TASK REQUIREMENTS: Whenever "chip" occurs in a line of the material, list that line.
((
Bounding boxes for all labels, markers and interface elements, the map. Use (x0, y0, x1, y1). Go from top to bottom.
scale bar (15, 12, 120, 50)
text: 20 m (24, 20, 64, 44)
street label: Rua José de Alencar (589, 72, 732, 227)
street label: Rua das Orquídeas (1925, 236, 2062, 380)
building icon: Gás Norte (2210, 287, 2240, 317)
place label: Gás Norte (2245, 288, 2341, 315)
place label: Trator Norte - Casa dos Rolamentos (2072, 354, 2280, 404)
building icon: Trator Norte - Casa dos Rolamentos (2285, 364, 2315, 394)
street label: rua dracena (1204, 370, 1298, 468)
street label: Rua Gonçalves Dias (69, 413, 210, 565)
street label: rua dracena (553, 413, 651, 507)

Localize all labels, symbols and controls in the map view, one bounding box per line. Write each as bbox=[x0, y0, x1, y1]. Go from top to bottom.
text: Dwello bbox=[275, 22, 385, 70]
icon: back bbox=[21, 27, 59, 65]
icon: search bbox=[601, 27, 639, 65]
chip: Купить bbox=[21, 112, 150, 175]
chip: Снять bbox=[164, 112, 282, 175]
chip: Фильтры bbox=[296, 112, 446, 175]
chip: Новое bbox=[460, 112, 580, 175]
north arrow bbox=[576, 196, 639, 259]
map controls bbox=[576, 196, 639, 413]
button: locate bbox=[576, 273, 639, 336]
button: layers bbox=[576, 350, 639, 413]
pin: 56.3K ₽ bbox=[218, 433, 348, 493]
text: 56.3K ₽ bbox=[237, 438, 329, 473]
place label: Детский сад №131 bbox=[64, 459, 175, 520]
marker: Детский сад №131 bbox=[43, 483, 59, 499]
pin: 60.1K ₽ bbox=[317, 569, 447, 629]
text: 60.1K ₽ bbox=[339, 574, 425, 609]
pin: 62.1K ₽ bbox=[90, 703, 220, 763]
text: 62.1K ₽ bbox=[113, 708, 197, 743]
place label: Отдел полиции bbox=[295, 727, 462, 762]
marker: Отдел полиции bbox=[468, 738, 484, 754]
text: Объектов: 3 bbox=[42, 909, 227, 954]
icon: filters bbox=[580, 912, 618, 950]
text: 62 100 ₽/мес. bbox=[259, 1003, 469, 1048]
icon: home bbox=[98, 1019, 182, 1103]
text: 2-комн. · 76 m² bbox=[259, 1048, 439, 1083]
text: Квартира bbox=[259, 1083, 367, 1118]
))
ANSWER BELOW:
chip: Купить bbox=[21, 112, 150, 175]
chip: Снять bbox=[164, 112, 282, 175]
chip: Фильтры bbox=[296, 112, 446, 175]
chip: Новое bbox=[460, 112, 580, 175]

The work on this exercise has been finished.